Hacker News new | ask | show | jobs
by seanmcdirmid 2381 days ago
Error recovery and reporting are for sure the biggest challenge of a production parser. If you work out of band, you can play a lot of tricks in your parser to make it much more effective in handling errors. For example, braces can be matched in many languages without parsing any other constructs in the language, meaning these errors can all be reported and recovered from independent of the rest of the language. Then again, the overloading of < and > as operators and braces in many languages defeats that a bit :)

Hand coding a parser is usually worth it for a moderately popular production language. Parser generators really shine for smaller language efforts that can’t afford the overhead and don’t really care about the niceties of decent error reporting.

1 comments

I don't think it's just error handling. A nice, human readable form has significant chance of being ambiguous - you can remove the ambiguity with a variety of transforms, putting the code into Greibach Normal Form, and this resolves the ambiguities. ... and translates pretty directly to a hand-written recursive descent parser (which you can generate also).
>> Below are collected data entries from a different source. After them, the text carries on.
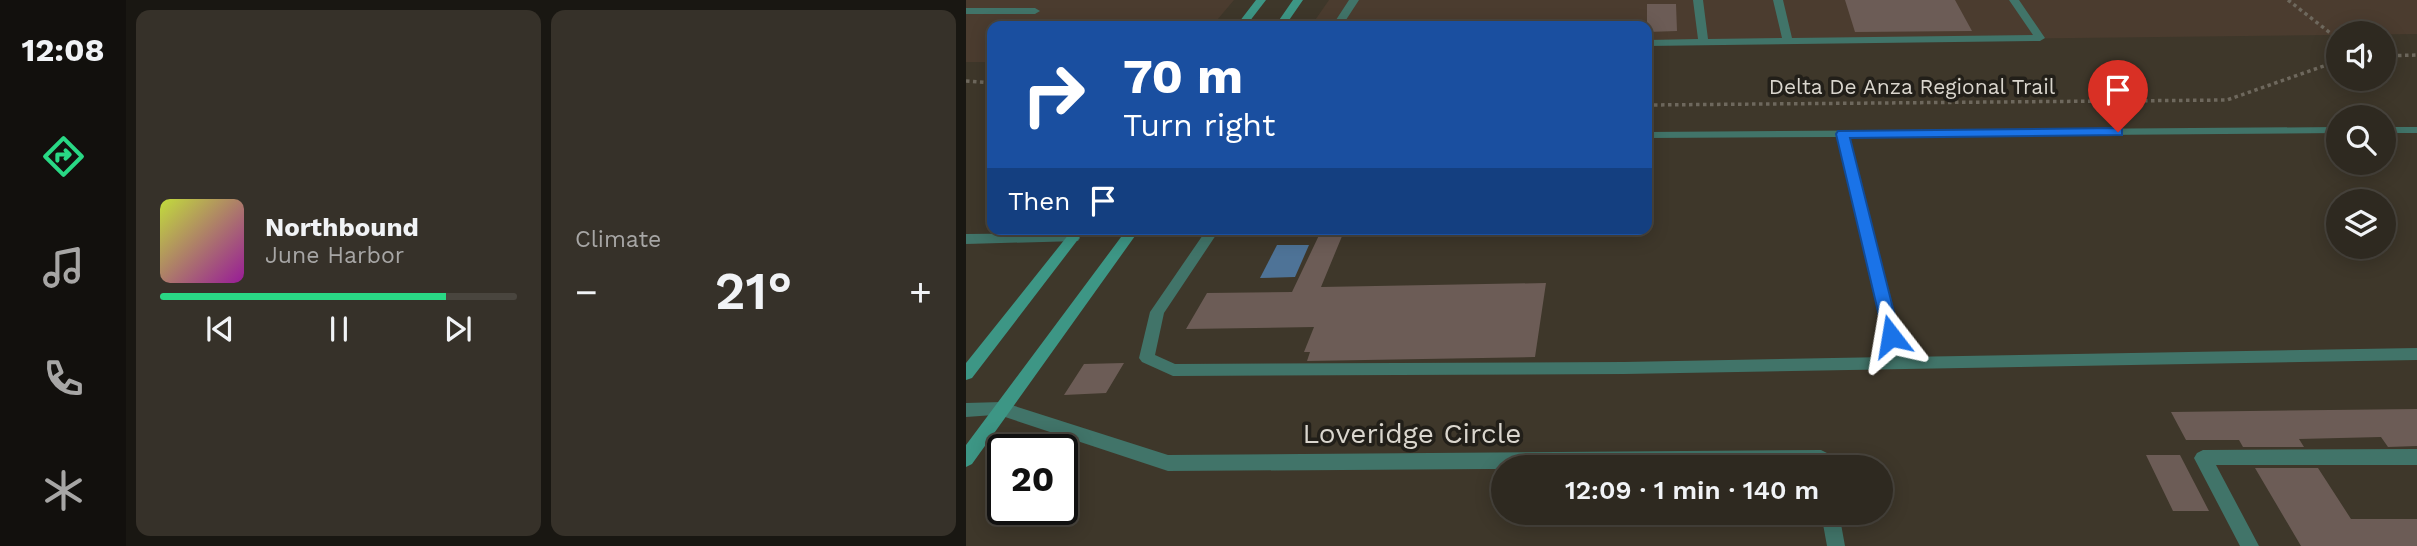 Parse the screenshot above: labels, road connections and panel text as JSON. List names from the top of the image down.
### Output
{
  "streets": {
    "street": ["Loveridge Circle"],
    "path": ["Delta De Anza Regional Trail"]
  },
  "page": {
    "tabs": "12:08",
    "tile": "Climate",
    "turn": ["70 m", "Turn right"],
    "then": "Then",
    "song": ["Northbound", "June Harbor"],
    "heat": ["−", "21°", "+"],
    "limit": "20",
    "trip": "12:09 · 1 min · 140 m"
  }
} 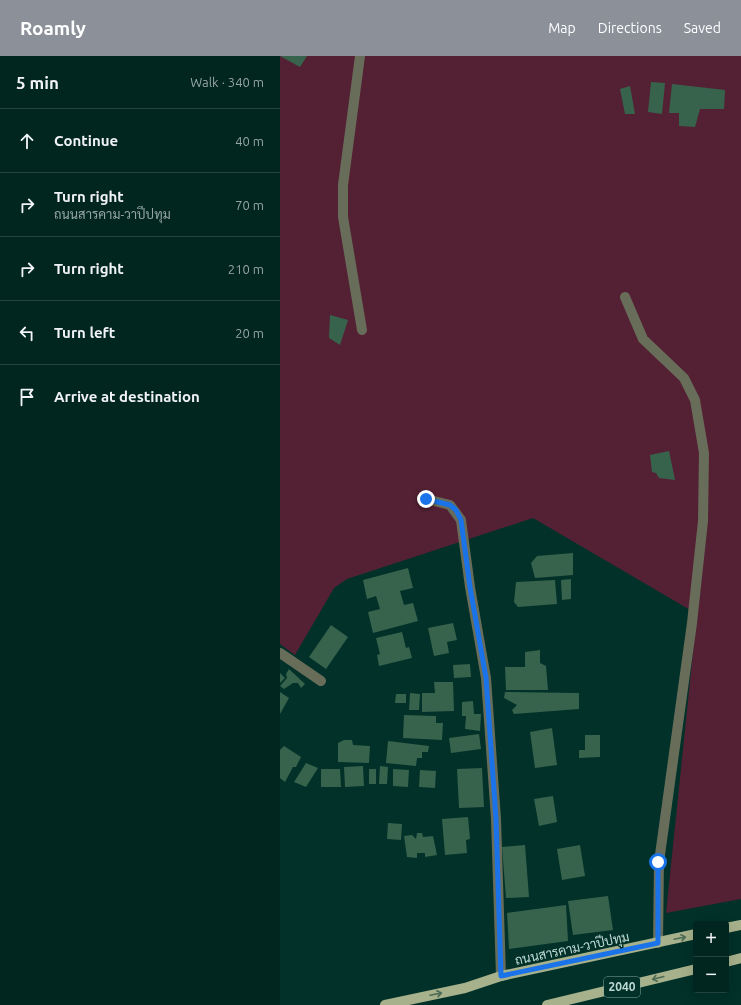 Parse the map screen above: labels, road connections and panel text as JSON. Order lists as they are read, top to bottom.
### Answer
{
  "streets": {
    "main road": ["ถนนสารคาม-วาปีปทุม", "2040"]
  },
  "one_way": ["ถนนสารคาม-วาปีปทุม"],
  "page": {
    "header": "Roamly",
    "nav": ["Map", "Directions", "Saved"],
    "heading": ["5 min", "Walk · 340 m"],
    "list": [
      ["Continue", "40 m"],
      ["Turn right", "ถนนสารคาม-วาปีปทุม", "70 m"],
      ["Turn right", "210 m"],
      ["Turn left", "20 m"],
      "Arrive at destination"
    ],
    "map_buttons": ["+", "−"]
  }
}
But the thing is that here the code essentially serves as a lower level of abstraction, teasing out what you really mean. Which is to say there's nothing wrong with the code being the final spec, that way you don't have to keep the code in sync with the spec.
For a mainstream programming languages, complicated ambiguities are hard on users anyways, by writing your parser by hand you have an extra incentive to keep the grammar simple (eg Scala). A lot of the power a parser generator gives you shouldn’t be used.
Remember, complicated ambiguities are different from complicated structures.

The Ruby programming language is a poster-child for potential ambiguities that seem simple - allowing conditional before and after for example. Essentially, all the programming languages that are "human like" wind-up like this, with the sort of ambiguities that people are comfortable with in natural language. This has a cost in terms of exact expression but a lot of users think of this as being "easy on them".

Oppositely, languages without grammatical ambiguities often seem irritatingly verbose to use - new users dislike lisp's parenthesis proliferation and personally find Scala irritatingly verbose.

The complexity of compiler-writing approaches as limiting factor to language complexity probably depending what someone is familar with. Some people can spit out annotated YACC grammar pretty easily whereas my head swimming looking at the stuff. I can produce a recursive descent parser from a grammar pretty easily however.